0
b[,17] <- merge(a, b, by = "Date", all.y = TRUE)[ ,"RegID"]

There is a RegID column in both a and b... which produces an error.

"Error in `[.data.frame`(merge(a, b, by = "Date", all.y = TRUE),  : 
  undefined columns selected"

I could change the name in "a", but believe that there is probably an override which can fix this issue.

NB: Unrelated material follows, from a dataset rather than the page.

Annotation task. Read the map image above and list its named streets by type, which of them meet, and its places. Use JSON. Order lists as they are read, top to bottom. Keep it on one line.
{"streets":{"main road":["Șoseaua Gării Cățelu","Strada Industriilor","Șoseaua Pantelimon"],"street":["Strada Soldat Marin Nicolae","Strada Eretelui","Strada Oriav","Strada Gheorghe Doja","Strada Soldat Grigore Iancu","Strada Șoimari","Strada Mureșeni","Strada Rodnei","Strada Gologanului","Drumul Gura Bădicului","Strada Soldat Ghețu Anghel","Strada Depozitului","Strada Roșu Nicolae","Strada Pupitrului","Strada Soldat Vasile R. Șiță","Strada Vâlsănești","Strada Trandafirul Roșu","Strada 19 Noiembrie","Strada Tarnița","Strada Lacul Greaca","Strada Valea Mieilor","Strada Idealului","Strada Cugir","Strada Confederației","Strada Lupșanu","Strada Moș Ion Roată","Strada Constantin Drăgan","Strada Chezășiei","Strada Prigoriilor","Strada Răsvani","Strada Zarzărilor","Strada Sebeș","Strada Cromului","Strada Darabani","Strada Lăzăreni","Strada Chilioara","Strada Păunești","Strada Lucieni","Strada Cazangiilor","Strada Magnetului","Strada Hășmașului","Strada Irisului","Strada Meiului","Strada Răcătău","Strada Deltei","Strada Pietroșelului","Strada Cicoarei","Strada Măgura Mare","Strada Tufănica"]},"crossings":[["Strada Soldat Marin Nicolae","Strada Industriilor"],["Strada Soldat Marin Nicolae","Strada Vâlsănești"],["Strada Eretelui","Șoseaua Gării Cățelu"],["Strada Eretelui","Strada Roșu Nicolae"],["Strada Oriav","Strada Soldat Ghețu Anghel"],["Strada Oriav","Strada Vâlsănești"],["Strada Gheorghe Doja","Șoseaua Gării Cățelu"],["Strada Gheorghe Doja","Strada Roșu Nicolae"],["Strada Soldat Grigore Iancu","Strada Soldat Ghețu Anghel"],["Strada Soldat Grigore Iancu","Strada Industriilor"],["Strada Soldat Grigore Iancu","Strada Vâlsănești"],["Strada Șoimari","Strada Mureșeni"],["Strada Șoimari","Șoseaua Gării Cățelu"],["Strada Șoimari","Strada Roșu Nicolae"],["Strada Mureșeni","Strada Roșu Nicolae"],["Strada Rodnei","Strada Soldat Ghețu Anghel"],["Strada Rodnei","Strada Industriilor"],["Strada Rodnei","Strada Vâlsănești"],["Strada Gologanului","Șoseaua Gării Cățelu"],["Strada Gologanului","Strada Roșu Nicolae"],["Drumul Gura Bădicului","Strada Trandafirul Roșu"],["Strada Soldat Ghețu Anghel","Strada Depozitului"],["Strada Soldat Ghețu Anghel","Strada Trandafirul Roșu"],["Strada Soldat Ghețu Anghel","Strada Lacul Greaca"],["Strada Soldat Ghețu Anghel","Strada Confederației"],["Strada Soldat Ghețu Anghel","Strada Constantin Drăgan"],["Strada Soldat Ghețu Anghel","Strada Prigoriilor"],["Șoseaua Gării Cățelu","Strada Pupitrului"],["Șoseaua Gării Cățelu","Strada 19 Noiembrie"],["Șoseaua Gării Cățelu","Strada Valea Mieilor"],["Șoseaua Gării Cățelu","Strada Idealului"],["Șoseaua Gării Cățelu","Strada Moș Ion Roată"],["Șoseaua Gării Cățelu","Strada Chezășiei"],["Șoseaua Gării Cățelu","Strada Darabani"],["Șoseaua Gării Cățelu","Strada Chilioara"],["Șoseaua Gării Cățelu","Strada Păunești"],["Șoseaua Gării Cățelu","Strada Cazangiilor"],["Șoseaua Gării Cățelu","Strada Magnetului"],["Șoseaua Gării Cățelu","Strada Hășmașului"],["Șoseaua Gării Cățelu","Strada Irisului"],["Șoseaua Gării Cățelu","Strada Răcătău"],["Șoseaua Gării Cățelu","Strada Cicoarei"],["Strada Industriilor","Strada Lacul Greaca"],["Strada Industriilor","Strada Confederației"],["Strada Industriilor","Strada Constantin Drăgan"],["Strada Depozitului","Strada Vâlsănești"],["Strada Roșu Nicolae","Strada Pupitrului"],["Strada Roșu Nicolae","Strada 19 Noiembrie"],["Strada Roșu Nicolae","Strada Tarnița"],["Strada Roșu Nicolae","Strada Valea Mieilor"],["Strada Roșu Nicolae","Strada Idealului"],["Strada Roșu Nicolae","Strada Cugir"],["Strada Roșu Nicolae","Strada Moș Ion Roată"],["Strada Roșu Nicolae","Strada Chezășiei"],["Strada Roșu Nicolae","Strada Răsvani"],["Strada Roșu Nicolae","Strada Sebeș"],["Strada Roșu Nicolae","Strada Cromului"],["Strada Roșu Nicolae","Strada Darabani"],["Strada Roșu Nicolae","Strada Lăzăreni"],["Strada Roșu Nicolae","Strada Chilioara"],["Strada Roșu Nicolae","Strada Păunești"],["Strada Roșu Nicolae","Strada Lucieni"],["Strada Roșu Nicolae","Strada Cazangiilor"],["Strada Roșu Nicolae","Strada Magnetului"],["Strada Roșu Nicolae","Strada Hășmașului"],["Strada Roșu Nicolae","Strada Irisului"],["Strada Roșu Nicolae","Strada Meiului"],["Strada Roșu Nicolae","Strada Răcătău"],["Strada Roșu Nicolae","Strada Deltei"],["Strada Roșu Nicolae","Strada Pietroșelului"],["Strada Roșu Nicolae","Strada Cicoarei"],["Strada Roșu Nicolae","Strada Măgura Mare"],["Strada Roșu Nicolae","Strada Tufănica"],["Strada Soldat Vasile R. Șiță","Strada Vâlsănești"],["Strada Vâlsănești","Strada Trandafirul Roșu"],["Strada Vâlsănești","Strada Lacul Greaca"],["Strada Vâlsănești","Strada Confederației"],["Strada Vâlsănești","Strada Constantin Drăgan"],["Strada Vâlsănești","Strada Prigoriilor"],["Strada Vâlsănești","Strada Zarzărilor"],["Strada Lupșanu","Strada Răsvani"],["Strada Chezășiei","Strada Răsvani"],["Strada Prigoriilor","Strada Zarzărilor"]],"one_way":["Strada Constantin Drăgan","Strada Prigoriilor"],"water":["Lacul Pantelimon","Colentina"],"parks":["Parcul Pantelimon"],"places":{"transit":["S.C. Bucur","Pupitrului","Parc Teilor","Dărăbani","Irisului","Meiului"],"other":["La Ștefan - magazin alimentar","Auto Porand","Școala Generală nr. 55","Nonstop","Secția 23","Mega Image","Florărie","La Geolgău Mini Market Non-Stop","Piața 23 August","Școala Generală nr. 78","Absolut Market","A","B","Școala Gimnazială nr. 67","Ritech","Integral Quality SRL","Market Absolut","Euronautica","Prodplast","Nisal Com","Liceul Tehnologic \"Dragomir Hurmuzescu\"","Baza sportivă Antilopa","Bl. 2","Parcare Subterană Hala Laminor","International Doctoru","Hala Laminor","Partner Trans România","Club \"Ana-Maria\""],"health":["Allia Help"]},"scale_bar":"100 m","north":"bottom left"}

Can someone give a quick assist?

Sotos
  • 51,121
  • 6
  • 32
  • 66
dwdionis
  • 83
  • 7
  • Did you look at the data post-`merge` and before `[,"RegID"]`? That would likely have demonstrated that your names are now `RegID.x` and `RegID.y`. – r2evans Aug 29 '19 at 14:28
  • (BTW: `b[,17] <- merge(...)` seems really odd to me ... replacing a column (or matrix plane) with a frame.) – r2evans Aug 29 '19 at 14:29

1 Answers1

1

One option is to remove the 'RegID' in one of the datasets with (setdiff) and do the merge (assuming thee 'RegID' are the same in both datasets)

merge(a, b[setdiff(names(b), "RegID")], by = "Date", all.y = TRUE)[ ,"RegID"]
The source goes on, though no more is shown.